1. Get pretty. The first step when it comes to any social media profile, but particularly when it comes to Facebook (given how visually driven it is), is to pretty up your profile. Yes, that means putting up a cover photo, having an engaging profile picture, adding a few Timeline life events, and completing as much of your “About” information as possible. Does this seem like it will take a long time? Sure. Will it actually take a long time? Not really. In any case, even if takes an hour or two (or more), the benefits you will reap from having taken the time to make your profile as engaging as possible will more than outweigh any time you spent doing it. By adding pictures and information to your profile, you are telling those who stop by that you are an engaged user worth getting to know. You are also greatly increasing the chances of having others interact with you, because there will actually be images and information there for users to interact with.
2. Post consistently—but not overmuch. Unlike Twitter, where you can post pretty much all the time and get away with it, Facebook and Facebook users are a lot less forgiving of those who update all day, every day. When it comes to Facebook, I typically recommend that you update or share no more than 3-4 times a day, and no less than twice. Update any less, and you run the risk of losing relevance with the Facebook algorithms (which will result in your posts being seen by fewer people, therefore resulting in lessened engagement)—update any more, and you run the risk of potentially oversaturating your audience, causing them to simply scroll past you without taking the time to like, comment, share, or otherwise engage with your posts. The best times of the day to post, I’ve found, are early in the morning (typically between 7am and 9am), and in the evenings (usually after 8pm and before 10pm, when the majority of people have finished dinner and are taking some time to watch TV and catch up on their email). Play around with different posting times to see when you get the most response.
3. Bring the funny. Remember, one of the primary goals you should have when it comes to Facebook is to engage your audience. Nothing engages an audience on Facebook quite like humor. If you’ve seen George Takei’s Facebook page, you know exactly what I’m talking about. Funny images, quotes, and memes are prime Facebook sharing fodder—and the more your audience shares your posts, the greater their engagement with you. The greater their engagement, the more likely it is that they’ll see your posts in the future (thanks to Facebook’s EdgeRank algorithm, which decides who sees what and from whom based on their past interactions). Embrace your sense of humor and share what you find funny, and you are more likely to increase your audience’s engagement with you.

 

4. Get graphic.
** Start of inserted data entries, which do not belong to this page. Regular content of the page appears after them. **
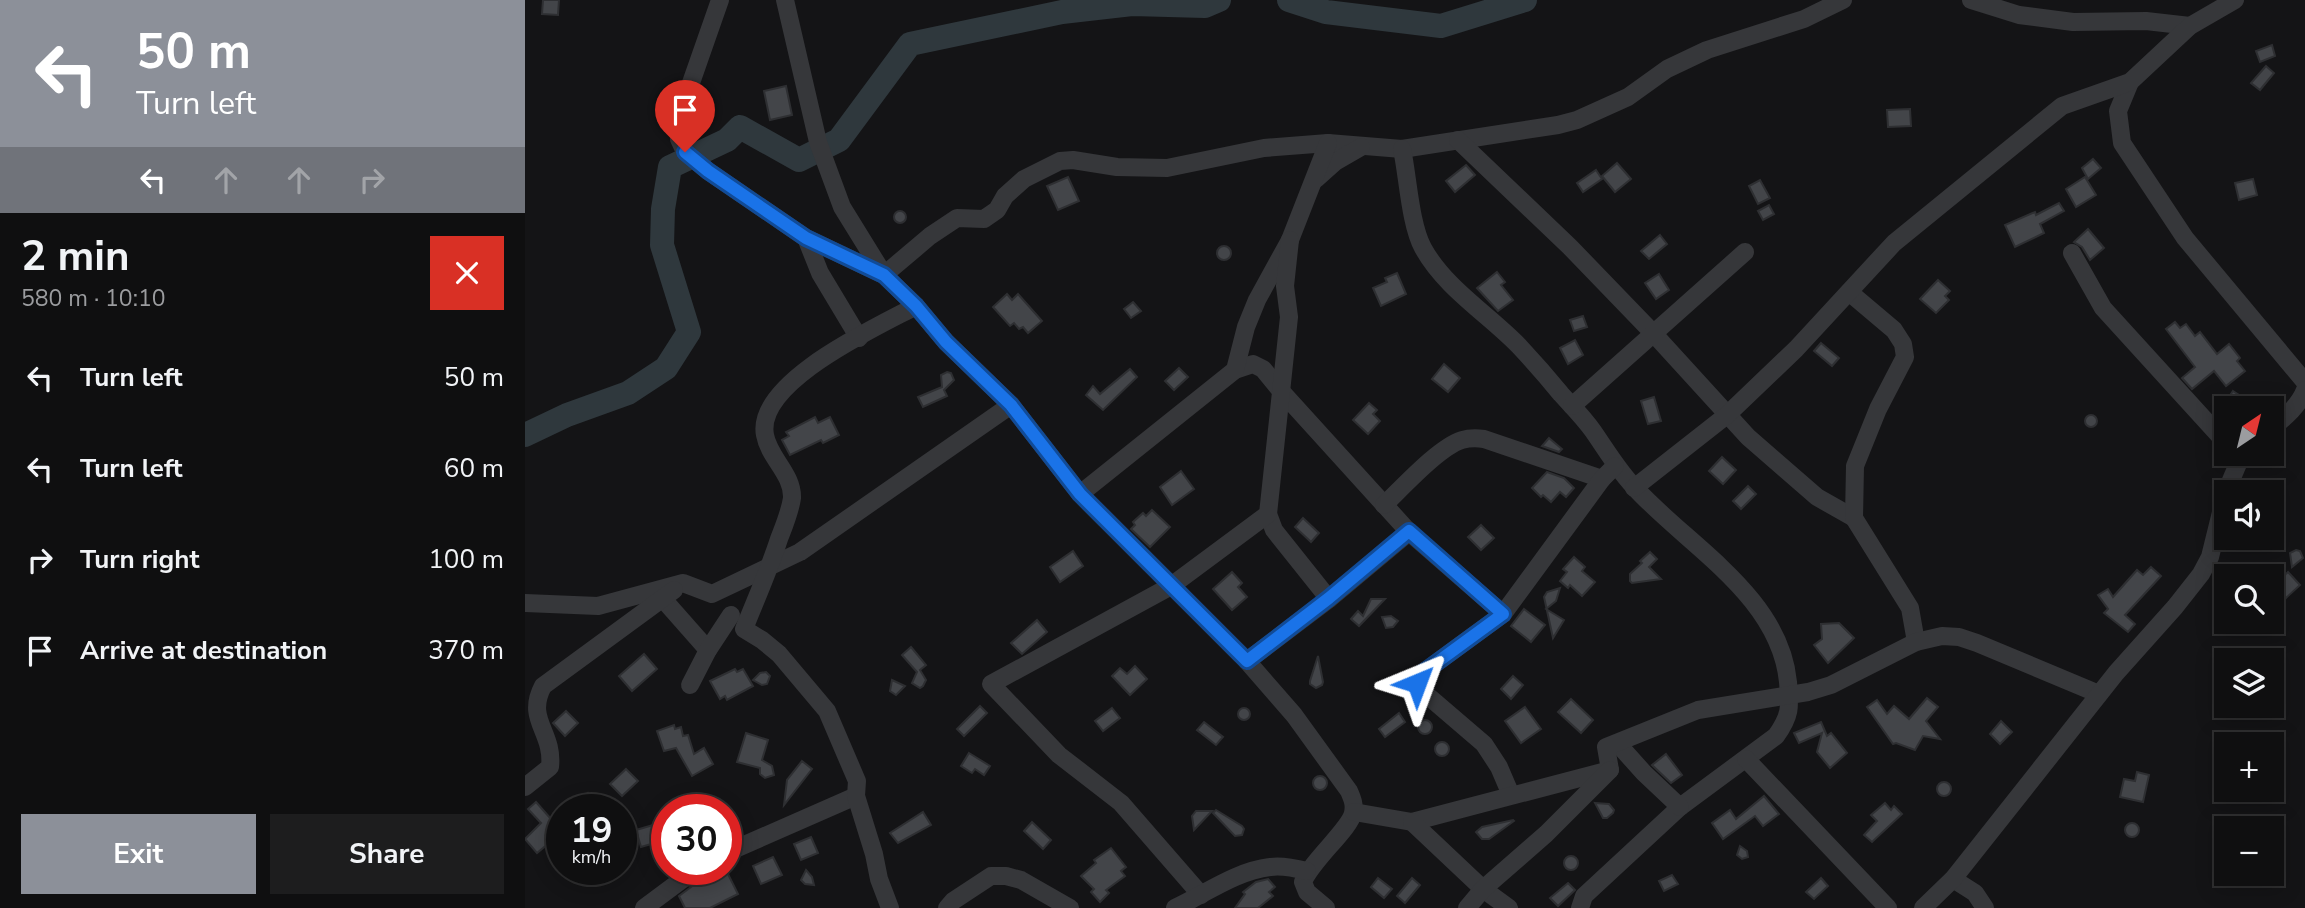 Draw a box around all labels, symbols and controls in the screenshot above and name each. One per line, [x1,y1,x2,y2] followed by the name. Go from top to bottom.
[136,18,251,85] text: 50 m
[21,28,112,119] icon: left
[655,80,715,152] pin
[136,82,256,125] text: Turn left
[666,91,704,129] icon: arrive
[134,161,172,199] icon: left
[207,161,245,199] icon: ahead
[280,161,318,199] icon: ahead
[353,161,391,199] icon: right
[21,228,130,285] text: 2 min
[430,236,504,310] button: close
[21,283,166,314] text: 580 m · 10:10
[21,359,59,397] icon: left
[80,360,183,395] text: Turn left
[444,360,504,395] text: 50 m
[2214,396,2284,466] north arrow
[2214,396,2284,886] map controls
[21,450,59,488] icon: left
[80,451,183,486] text: Turn left
[444,451,504,486] text: 60 m
[2214,480,2284,550] button: sound
[21,541,59,579] icon: right
[80,542,199,577] text: Turn right
[428,542,504,577] text: 100 m
[2214,564,2284,634] button: search
[21,632,59,670] icon: arrive
[80,633,327,668] text: Arrive at destination
[428,633,504,668] text: 370 m
[1380,646,1454,720] position arrow
[2214,648,2284,718] button: layers
[2214,732,2284,802] button: +
[651,794,742,885] speed limit sign: 30
[570,807,613,854] text: 19
[21,814,256,894] button: Exit
[270,814,504,894] button: Share
[2214,816,2284,886] button: −
[572,845,611,869] text: km/h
At the risk of trotting out a tired old adage: A picture is worth a thousand words—and nowhere is this more apparent than on Facebook, where images and graphics get shared and commented on at a rate that absolutely puts plain-Jane verbal status updates to shame. Want to make sure more people see and potentially interact with a post? Add an image! It only has to be tangentially related to the content of the post itself (and, if it involves cats doing something cute, it often doesn’t have to be related at all. Mee-ooow!).

 

5. Ask questions. When you ask questions, you invite answers. Answers on Facebook take the form of comments and likes, and the more comments and likes a post gets, the more engaged an audience is with the post, and the more likely it is that they’ll see your posts in the future. It also shows that you actually care about what others have to say.

 

6. Interact. When someone comments on one of your posts, comment back! Facebook pages now have the nifty “reply” feature on comments, which lets you interact cleanly and directly with anyone who comments on one of your posts. Replying to comments shows your audience that you’re listening, paying attention, and enjoying what they have to say. It shows you care. When you care, they care. And when they care, they’re engaged.

 

7. Enable followers on your profile. Followers are people who are not your friends, but who follow your profile on Facebook and can see any updates that you’ve marked as “public.” Whenever anyone sends you a friend request, they are automatically added to your followers, even if you never add them as a friend, and people can become your followers without having to send you a friend request. To enable people to follow you, go to your account settings, click on “Followers” (on the left menu), and then make sure the box next to “Turn On Follow” is checked. NOTE: Some profiles might still refer to followers as “subscribers”—this is the same thing as “followers.” All profiles will eventually switch over to “followers” instead of “subscribers.” Learn all about following and followers here.

 

8. Create interest lists. The previous seven tips were all about engaging your audience. This one is about learning about your audience. The more pages you like and the more people you befriend on Facebook, the harder it becomes to keep track of all the activity that takes place. Facebook is a fast-paced world where information is shared quickly and news feeds are crowded and moving at breakneck speeds. The easiest way to control what you see and avoid getting overwhelmed is by creating interest lists. Interest lists are a way of organizing your friends and pages on Facebook. You can create interest lists for whatever you want, and can put pages, profiles, and people you follow on them. Once you have created an interest list, it will show up on your left navigation bar under “Interests.” There are a number of perks to creating interest lists, but here are my top three: Other people can subscribe to them (which adds to your overall reach and Facebook influence), you can quickly and easily keep up with different people and pages without having to scroll endlessly through your newsfeed or go directly to each profile or page, and (and this is the best one, in my opinion) the content of the interest lists is not affected by the EdgeRank algorithm, which means that you see all posts from everyone on that list.

 

9. Share knowledge. A great way to engage your audience and learn about them is by sharing content—particularly articles. Articles, especially when accompanied by a few brief sentences giving your take on the content, are great conversation starters and shareables—and they let you see what your audience thinks of the topic. They’re a one-two punch in the Facebook world, engaging your audience and allowing you to learn about them all at once.

 

10. Know when to step away. This last point is the hardest one to enforce—keep your social media time to a reasonable amount! Turn it off when you’re writing, and use it only a few times a day. It can be tempting to leave the browser window open (all the interest of keeping in touch, of course) but it can be a tremendous distractor and time-suck. Like all good things, Facebook must be used in moderation.

 

Facebook can be a wonderful marketing and networking tool. Knowing how to maximize it can make you a social media powerhouse, increase your audience engagement, and, in turn, help you publicize yourself, your brand, and your books. The tips above work for both pages and profiles (except for tip number seven, which works only on profiles), so don’t be afraid to implement them on both your personal profile and author page.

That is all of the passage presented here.